Three weeks before the Big Ten’s season began, Wisconsin lost its starting quarterback.
With all that’s happened since, it’s easy to forget. But Jack Coan, a steady if unspectacular starter for the Badgers in 2019, injured his foot in practice and was declared out indefinitely. His replacement was sophomore Graham Mertz, a four-star recruit. In Wisconsin’s first game, he lit up Illinois, completing all but one of his passes.
After that game, the Badgers took another hit — a COVID-19 outbreak that infected 12 players and 10 staffers, including Mertz, his backup and coach Paul Chryst. While Mertz was back for Saturday’s game, several other starters had yet to be cleared, including cornerback Rachad Wildgoose, running back Garrett Groshek and defensive end Garrett Rand.
Watching Wisconsin play against Michigan, you couldn’t tell.
The final score was 49-11, a beatdown in every sense of the word. Wisconsin was better at every position (except punter).
Most notably, what both teams put on the field was a depleted version of their normal selves. The Badgers could make sure that didn’t derail the game. The same couldn’t be said of Michigan.
The Wolverines took the field without both their starting tackles (Ryan Hayes and Jalen Mayfield) and both their starting defensive ends (Kwity Paye and Aidan Hutchinson, the latter of whom is out for the season) due to injuries. Boy, was it obvious.
“There’s guys that, they came to Michigan cause they wanted to play,” Michigan coach Jim Harbaugh said Monday. “Some are playing earlier than they thought they would, and there’s been some good play. Those are some of the areas … to build upon.”
In other words, the replacements need improvement.
Without its anchors, the offensive line struggled to open up holes for the running game. The Wolverines gained just 47 yards on the ground.
On defense, the effect was equally catastrophic. Michigan as a whole has struggled to get pressure on the quarterback all season, but at least Paye was everywhere on the field.
Fifth-year senior Carlo Kemp (normally a defensive tackle) and junior Taylor Upshaw handled the primary duties at defensive end. They combined for seven tackles, one tackle for loss and one sack. As a comparison, Paye finished with five tackles, a tackle for loss and a quarterback hurry against Indiana — a game he left early with an injury.
“There’s a lot of room for improvement,” Upshaw said last Monday. “Obviously when you have Aidan and Kwity, two guys you really rely on, go down, it’s gonna affect the game, but I have confidence in the backups and even the guys behind me so it’s just gonna have to be one of those things where you have to step up.”
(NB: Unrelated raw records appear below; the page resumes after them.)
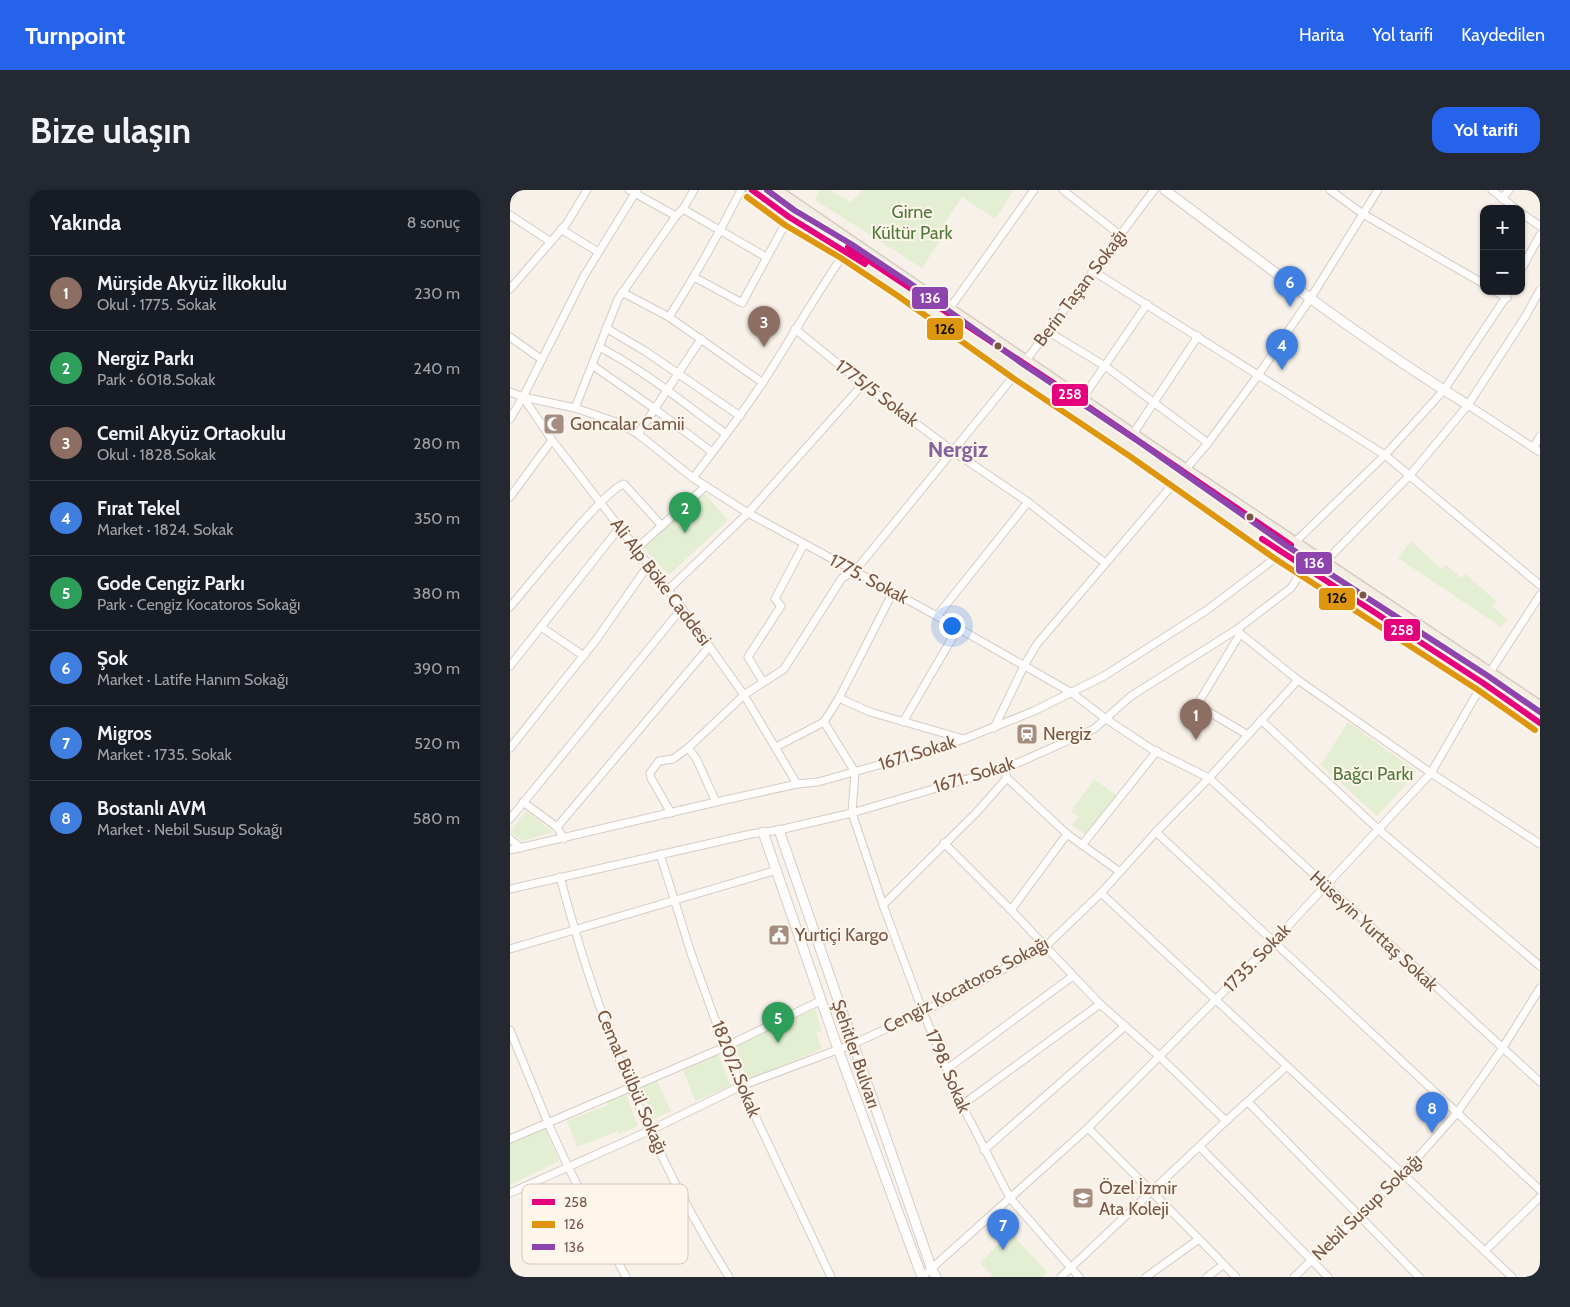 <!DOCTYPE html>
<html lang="tr">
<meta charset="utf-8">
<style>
body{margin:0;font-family:Cabin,sans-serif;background:#242831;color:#f1f3f6}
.controls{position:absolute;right:15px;top:15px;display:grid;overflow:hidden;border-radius:10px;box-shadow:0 1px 4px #0004}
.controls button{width:45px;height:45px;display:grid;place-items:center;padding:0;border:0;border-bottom:1px solid #363941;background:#171b24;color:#f1f3f6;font:25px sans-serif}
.you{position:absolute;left:441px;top:435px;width:18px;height:18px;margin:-12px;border:4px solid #fff;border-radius:50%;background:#1a73e8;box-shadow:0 0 0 8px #1a73e833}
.badge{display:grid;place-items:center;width:32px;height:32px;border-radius:50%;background:#2563eb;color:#fff;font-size:16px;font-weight:700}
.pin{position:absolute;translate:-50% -41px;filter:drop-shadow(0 1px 2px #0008)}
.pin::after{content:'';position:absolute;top:26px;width:18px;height:15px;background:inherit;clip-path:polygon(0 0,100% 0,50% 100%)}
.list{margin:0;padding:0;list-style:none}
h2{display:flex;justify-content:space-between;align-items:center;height:65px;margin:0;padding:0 20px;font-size:21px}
h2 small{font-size:16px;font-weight:400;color:#9ea1a6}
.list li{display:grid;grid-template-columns:32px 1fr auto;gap:15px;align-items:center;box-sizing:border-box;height:75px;padding:0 20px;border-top:1px solid #363941}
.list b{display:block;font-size:19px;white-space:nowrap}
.list p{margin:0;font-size:16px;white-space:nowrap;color:#9ea1a6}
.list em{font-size:16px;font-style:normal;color:#9ea1a6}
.map{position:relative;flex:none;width:1030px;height:1087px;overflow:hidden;border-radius:15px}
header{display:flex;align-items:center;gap:30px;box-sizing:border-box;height:70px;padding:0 25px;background:#2563eb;color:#fff}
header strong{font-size:24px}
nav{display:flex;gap:28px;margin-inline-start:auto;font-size:18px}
.intro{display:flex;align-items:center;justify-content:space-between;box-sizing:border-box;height:120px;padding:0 30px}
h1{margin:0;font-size:35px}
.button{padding:12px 22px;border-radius:15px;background:#2563eb;color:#fff;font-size:18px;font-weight:700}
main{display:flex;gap:30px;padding:0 30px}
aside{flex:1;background:#171b24;border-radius:15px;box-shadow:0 1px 4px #0004}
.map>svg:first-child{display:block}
.green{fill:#e4eed3}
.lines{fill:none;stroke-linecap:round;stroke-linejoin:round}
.minor-casing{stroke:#d6ccc6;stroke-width:9}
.tertiary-casing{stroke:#d6ccc6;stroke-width:11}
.primary-casing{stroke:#d7ccc4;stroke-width:14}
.minor{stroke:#fefdfc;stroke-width:7}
.tertiary{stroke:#fefdfc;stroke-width:9}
.primary{stroke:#f3ede4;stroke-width:11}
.bus-1-casing{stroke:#fff6eb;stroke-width:10}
.bus-2-casing{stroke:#fff6eb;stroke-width:10}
.bus-3-casing{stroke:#fff6eb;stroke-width:10}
.bus-1{stroke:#e5007d;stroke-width:6}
.bus-2{stroke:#de960e;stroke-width:6}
.bus-3{stroke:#8e44ad;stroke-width:6}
.bus-dot{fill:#785747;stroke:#fff6eb;stroke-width:2}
.labels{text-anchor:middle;stroke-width:4;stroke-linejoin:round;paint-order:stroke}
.park-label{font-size:18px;fill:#50793c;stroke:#fff6eb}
.street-label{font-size:18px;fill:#785747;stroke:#fff6eb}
.poi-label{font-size:18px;fill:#785747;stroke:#fff6eb;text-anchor:start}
.district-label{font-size:22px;font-weight:bold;fill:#86629c;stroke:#fff6eb}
.key{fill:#fff6eb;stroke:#d6c6ba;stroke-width:1}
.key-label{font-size:14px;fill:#785747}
.line-badge{stroke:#fff6eb;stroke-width:2}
.badge-label{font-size:14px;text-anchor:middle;font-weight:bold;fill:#fff}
.pale-badge-label{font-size:14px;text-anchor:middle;font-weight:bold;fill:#111}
</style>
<header>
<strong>Turnpoint</strong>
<nav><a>Harita</a><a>Yol tarifi</a><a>Kaydedilen</a></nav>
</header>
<div class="intro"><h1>Bize ulaşın</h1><a class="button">Yol tarifi</a></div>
<main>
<aside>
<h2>Yakında<small>8 sonuç</small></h2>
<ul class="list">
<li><span class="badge" style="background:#8d6e63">1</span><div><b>Mürşide Akyüz İlkokulu</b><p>Okul · 1775. Sokak</p></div><em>230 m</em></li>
<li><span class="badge" style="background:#2e9e5b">2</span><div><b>Nergiz Parkı</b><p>Park · 6018.Sokak</p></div><em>240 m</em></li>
<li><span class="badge" style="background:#8d6e63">3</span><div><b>Cemil Akyüz Ortaokulu</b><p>Okul · 1828.Sokak</p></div><em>280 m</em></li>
<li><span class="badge" style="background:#3f7fe0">4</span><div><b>Fırat Tekel</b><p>Market · 1824. Sokak</p></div><em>350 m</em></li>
<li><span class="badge" style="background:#2e9e5b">5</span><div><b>Gode Cengiz Parkı</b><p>Park · Cengiz Kocatoros Sokağı</p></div><em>380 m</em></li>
<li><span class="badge" style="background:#3f7fe0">6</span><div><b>Şok</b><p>Market · Latife Hanım Sokağı</p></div><em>390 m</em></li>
<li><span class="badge" style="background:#3f7fe0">7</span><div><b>Migros</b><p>Market · 1735. Sokak</p></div><em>520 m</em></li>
<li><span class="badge" style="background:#3f7fe0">8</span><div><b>Bostanlı AVM</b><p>Market · Nebil Susup Sokağı</p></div><em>580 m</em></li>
</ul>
</aside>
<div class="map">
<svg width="1030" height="1087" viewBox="0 0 1030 1087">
<rect width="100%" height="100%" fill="#f8f1e9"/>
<g class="green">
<polygon points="310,0 320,0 341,12 353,0 504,0 485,29 452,7 434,34 439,37 412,78 305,10"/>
<polygon points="192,301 218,330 159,385 132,356"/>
<polygon points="901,351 931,379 936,375 951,388 955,384 986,411 983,417 997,429 991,437 888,368"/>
<polygon points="838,532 907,582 867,626 811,575"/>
<polygon points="584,589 608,607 576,645 562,635 569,627 561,621"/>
<polygon points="16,621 43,642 13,651 0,642"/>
<polygon points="305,819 312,841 306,843 312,859 237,890 224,855"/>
<polygon points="208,865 221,896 185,911 173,880"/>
<polygon points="147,891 161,921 144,929 130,898"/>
<polygon points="116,904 128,936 109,944 108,941 67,957 57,931 98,915 97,911"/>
<polygon points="35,938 49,971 0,995 0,953"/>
<polygon points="500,1042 537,1082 532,1087 483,1087 470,1073"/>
</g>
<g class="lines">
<g class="minor-casing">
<g id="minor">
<polyline points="119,0 166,26 173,19 256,67"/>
<polyline points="553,0 610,45"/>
<polyline points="820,0 853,24 974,94"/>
<polyline points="982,0 1006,19"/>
<polyline points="0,6 4,0"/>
<polyline points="992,9 999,0"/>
<polyline points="173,19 184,0"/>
<polyline points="1011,23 1030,36"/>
<polyline points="0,25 41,52"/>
<polyline points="51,39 88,62"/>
<polyline points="1011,80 1030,45"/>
<polyline points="583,81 875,265 1030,395"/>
<polyline points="184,87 232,113 279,27"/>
<polyline points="0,99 57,33 77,0"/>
<polyline points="985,101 997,108"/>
<polyline points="112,102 159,127 253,193"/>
<polyline points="440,118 524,0"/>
<path d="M 159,127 C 185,86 209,44 231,0"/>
<polyline points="96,138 135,161 230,226"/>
<polyline points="285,139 353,194 443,261 518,312 595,373"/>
<polyline points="537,141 595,176 698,253"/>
<polyline points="0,147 31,169"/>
<path d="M 89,157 C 134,180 175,214 216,244"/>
<polyline points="82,175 145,219 202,262"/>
<polyline points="0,202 13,207 42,250 172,418 234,505 287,594"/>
<polyline points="13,207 65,218 109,233 128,244 183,288 238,323 427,426 562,503 596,529 643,560 699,588 1030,892"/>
<polyline points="572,209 637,114"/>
<polyline points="958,215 1030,262"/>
<polyline points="65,218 108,109 166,26"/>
<polyline points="0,229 13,207 74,86 127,0"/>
<polyline points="128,244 191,149"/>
<polyline points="623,244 688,146"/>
<polyline points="1023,258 1030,246"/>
<path d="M 183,288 C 207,256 231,226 253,192 C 281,149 306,104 336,61"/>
<polyline points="0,307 42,250"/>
<polyline points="784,353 875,265 934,200 1000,101"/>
<polyline points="127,358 196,296"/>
<polyline points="814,373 900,285 958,215 1015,127 1030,100"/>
<polyline points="158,400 238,323 353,194"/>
<path d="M 0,417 C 17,397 96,298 114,294 L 152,336"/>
<polyline points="427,426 518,312"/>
<polyline points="31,437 74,466"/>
<polyline points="726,440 788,490 921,583 1030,654"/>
<polyline points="730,444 687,515 738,545"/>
<polyline points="0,476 110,337"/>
<polyline points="253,492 238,467 271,416 265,409 294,354"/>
<polyline points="329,508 360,522 454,549"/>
<polyline points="751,530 869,640 1030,776"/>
<polyline points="314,532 345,582 342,623 373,715 413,822 452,915 500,1008 569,1087"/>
<polyline points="393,532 448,438"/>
<polyline points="484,538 514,476 527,454 698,253 749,184 800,109 868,0"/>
<polyline points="266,557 314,532 329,508 383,402"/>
<polyline points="0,558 86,450 139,374"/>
<polyline points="493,578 497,588 557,644 610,682"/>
<polyline points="13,612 47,637 54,649"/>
<polyline points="206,612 186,568 178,558 234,505 274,479 332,388 345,381 508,181 644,0"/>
<polyline points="161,623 141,588 140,583 149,571 163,569 178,558"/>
<polyline points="0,629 172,418"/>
<polyline points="47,637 199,457"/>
<polyline points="646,642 1030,1000"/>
<polyline points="0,649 11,658"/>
<polyline points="434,653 501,720 590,814 649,866 716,931"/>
<polyline points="572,655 647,561"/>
<polyline points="0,660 206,612 287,594 308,592 376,573 454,549 524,521 594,486 697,420 772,363"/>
<polyline points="150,664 181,763 215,857 231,896 321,1087"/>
<path d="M 50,687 C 87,827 141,964 219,1087"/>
<path d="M 0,699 L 241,644 L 269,640 L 342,623 L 501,576 L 584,539 L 621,506 L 726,440 L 781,398 C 787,389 791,384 788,374"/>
<polyline points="591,703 893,984 1002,1087"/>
<polyline points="373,715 466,623 497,588"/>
<polyline points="501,720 557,644"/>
<polyline points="0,759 267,680"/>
<polyline points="0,840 38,933 58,977 116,1087"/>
<polyline points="437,879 563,786"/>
<polyline points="738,912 909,1087"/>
<polyline points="452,915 590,814"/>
<polyline points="578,938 689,1049 726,1087"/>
<polyline points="0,949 215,857 312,810"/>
<polyline points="690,957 818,1087"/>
<polyline points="474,960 615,836"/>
<polyline points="0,1003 141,940 231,896 343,854 413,822 535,757 591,703 646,642 699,588 788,490"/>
<polyline points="975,1061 1030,1007"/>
<polyline points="412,1087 578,938 764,751 921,583 973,493 1030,405"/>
<polyline points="551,1087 716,931 777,876"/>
<polyline points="636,1087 689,1049"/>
<polyline points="697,1087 713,1075"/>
<polyline points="784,1087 893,984 947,923 992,859 1030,798"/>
</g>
</g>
<g class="tertiary-casing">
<g id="tertiary">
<path d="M 655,0 C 754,74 852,150 958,215"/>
<polyline points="269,640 422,1080 426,1087"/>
<polyline points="253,642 328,859 412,1087"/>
</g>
</g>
<g class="primary-casing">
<g id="primary">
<polyline points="242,0 279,27 336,61 393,99 508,181 626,260 772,363 973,493 1030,533"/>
<polyline points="265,0 638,255 1030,517"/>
</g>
</g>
<use href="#minor" class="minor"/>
<use href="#tertiary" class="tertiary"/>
<use href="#primary" class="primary"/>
<g class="bus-1-casing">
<g id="bus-1">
<polyline points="242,0 279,27 355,74"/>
<polyline points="338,57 545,194 781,355"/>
<polyline points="752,349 973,493 1030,533"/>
</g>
</g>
<g class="bus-2-casing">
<polyline id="bus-2" points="237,7 275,35 331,68 388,106 503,188 621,267 767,370 968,500 1025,540"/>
</g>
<g class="bus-3-casing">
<polyline id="bus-3" points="257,0 284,20 341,54 398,92 513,174 631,253 777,356 978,486 1030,522"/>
</g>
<use href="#bus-1" class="bus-1"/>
<use href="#bus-2" class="bus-2"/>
<use href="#bus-3" class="bus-3"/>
</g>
<defs>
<g id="mosque-square" transform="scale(1.125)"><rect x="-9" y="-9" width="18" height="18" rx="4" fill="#a58d80" stroke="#fff6eb"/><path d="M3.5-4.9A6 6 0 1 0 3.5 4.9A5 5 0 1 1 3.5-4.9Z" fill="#fff"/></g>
<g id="station-square" transform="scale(1.125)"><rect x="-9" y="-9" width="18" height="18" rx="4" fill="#a58d80" stroke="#fff6eb"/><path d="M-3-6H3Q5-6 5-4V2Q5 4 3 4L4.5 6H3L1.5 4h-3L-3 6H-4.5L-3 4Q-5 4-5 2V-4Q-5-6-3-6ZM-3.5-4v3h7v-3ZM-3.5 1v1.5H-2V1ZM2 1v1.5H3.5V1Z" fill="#fff"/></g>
<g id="civic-square" transform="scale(1.125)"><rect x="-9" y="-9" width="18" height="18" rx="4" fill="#a58d80" stroke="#fff6eb"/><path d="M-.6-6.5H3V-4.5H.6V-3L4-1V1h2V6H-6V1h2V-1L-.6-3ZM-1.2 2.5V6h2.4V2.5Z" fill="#fff"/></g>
<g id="school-square" transform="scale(1.125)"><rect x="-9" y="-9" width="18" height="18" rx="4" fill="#a58d80" stroke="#fff6eb"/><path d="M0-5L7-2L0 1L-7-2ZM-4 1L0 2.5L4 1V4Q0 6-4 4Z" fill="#fff"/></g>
</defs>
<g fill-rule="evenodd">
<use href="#mosque-square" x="44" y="234"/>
<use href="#station-square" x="517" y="544"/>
<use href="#civic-square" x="269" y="745"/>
<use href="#school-square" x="573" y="1008"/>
</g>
<g class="bus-dot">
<circle cx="488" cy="156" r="4.5"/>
<circle cx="740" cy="327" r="4.5"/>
<circle cx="853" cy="405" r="4.5"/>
</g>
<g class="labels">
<g class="park-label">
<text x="402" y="28">Girne<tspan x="402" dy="21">Kültür Park</tspan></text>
<text x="863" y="590">Bağcı Parkı</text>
</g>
<g class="street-label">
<text transform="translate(570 98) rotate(-53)" y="6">Berin Taşan Sokağı</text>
<text transform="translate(367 203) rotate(37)" y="6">1775/5 Sokak</text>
<text transform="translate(359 389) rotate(28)" y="6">1775. Sokak</text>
<text transform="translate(151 392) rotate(53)" y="6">Ali Alp Böke Caddesi</text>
<text transform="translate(407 563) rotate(-17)" y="6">1671.Sokak</text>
<text transform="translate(464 585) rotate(-17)" y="6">1671. Sokak</text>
<text transform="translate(864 741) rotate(43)" y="6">Hüseyin Yurttaş Sokak</text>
<text transform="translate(747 768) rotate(-46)" y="6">1735. Sokak</text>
<text transform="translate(456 795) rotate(-28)" y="6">Cengiz Kocatoros Sokağı</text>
<text transform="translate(346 864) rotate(71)" y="6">Şehitler Bulvarı</text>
<text transform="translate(226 879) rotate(68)" y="6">1820/2.Sokak</text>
<text transform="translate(438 881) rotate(67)" y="6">1798. Sokak</text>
<text transform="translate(122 892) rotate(67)" y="6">Cemal Bülbül Sokağı</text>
<text transform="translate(857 1017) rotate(-44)" y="6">Nebil Susup Sokağı</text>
</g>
<g class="poi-label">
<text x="60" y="240">Goncalar Camii</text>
<text x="533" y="550">Nergiz</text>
<text x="285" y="751">Yurtiçi Kargo</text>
<text x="589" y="1004">Özel İzmir<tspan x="589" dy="21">Ata Koleji</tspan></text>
</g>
<g class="district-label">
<text x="448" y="267">Nergiz</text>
</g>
</g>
<rect x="12" y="994" width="166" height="80" rx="8" class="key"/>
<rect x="22" y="1009" width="23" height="6" fill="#e5007d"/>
<rect x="22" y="1031" width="23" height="7" fill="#de960e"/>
<rect x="22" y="1054" width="23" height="6" fill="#8e44ad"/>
<g class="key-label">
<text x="54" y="1017">258</text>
<text x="54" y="1039">126</text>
<text x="54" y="1062">136</text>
</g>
<g class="line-badge">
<rect x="401" y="96" width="38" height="24" rx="5" fill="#8e44ad"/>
<rect x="416" y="127" width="38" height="24" rx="5" fill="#de960e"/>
<rect x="541" y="193" width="38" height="24" rx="5" fill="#e5007d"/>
<rect x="785" y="361" width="38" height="24" rx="5" fill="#8e44ad"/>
<rect x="808" y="397" width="38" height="24" rx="5" fill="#de960e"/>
<rect x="873" y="428" width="38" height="24" rx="5" fill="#e5007d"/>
</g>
<g class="badge-label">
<text x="420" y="113">136</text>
<text x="560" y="209">258</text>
<text x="804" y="378">136</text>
<text x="892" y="445">258</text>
</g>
<g class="pale-badge-label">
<text x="435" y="144">126</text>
<text x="827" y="413">126</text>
</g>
</svg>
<div class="controls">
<button>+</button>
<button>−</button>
</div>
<div class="you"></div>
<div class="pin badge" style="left:686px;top:550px;background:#8d6e63">1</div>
<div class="pin badge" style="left:175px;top:343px;background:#2e9e5b">2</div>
<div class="pin badge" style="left:254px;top:157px;background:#8d6e63">3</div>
<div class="pin badge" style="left:772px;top:180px;background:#3f7fe0">4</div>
<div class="pin badge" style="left:268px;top:853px;background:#2e9e5b">5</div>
<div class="pin badge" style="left:780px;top:117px;background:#3f7fe0">6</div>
<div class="pin badge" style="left:493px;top:1060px;background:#3f7fe0">7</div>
<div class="pin badge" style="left:922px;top:943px;background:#3f7fe0">8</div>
</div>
</main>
While Michigan’s issues go beyond the injuries, it’s clear that the loss of Hayes, Paye, Hutchinson and Mayfield is really hurting it. That’s not to say it’s an excuse. Losing three of the best players on your team all at the same time is bad luck, but the way the Wolverines have played without them is an indictment of their depth.
Back in 2018, Michigan had Rashan Gary and Chase Winovich at defensive end, both of whom are in the NFL now. Both struggled with injuries at times that season, but the Wolverines had Hutchinson and Paye behind them to step in. On the offensive line, players like fifth-year senior Andrew Vastardis, senior Chuck Filiaga and Hayes backed up stalwarts like Jon Runyan, Ben Bredeson and Cesar Ruiz as recently as last year. This year, they’ve had to give starts to true freshman Zak Zinter.
On Saturday, Wisconsin had four different players garner at least 50 rushing yards, and that was without Groshek — its leading rusher against the Illini. The Badgers’ top rusher Saturday was Jalen Berger, a true freshman playing in his first college game ever. He had 87 yards. John Chenal, a fullback with three career starts, had 71 yards. Danny Davis, normally a backup wide receiver, had 65.
“If you’re not embarrassed with those numbers, then you shouldn’t be part of this fricking game,” defensive line coach Shaun Nua said on the Inside Michigan Football radio show Monday night. “I can’t sleep, can’t eat. It’s just unacceptable. … That is not Michigan football.”
But right now, it is Michigan football. With the kind of depth the Badgers have, and the kind the Wolverines don’t, they barely had a chance.
If Paye, Hayes and Mayfield are able to return soon, the Wolverines will get a boost. But that boost will mean little for a team that’s already 1-3.
Wisconsin is a shining example of a team that has depth and knows how to use it, the exact sort of team equipped to do well in the COVID-19 era. Michigan used to be that kind of team, too, but now, it’s the sort of team that throws things at the wall and prays something sticks.
That’s not an excuse, it’s reality. It’s an indictment of coaching, development, recruiting, retention, all things a top Big Ten football team has to have.
One thing is clear: The Wolverines are no longer a top Big Ten football team.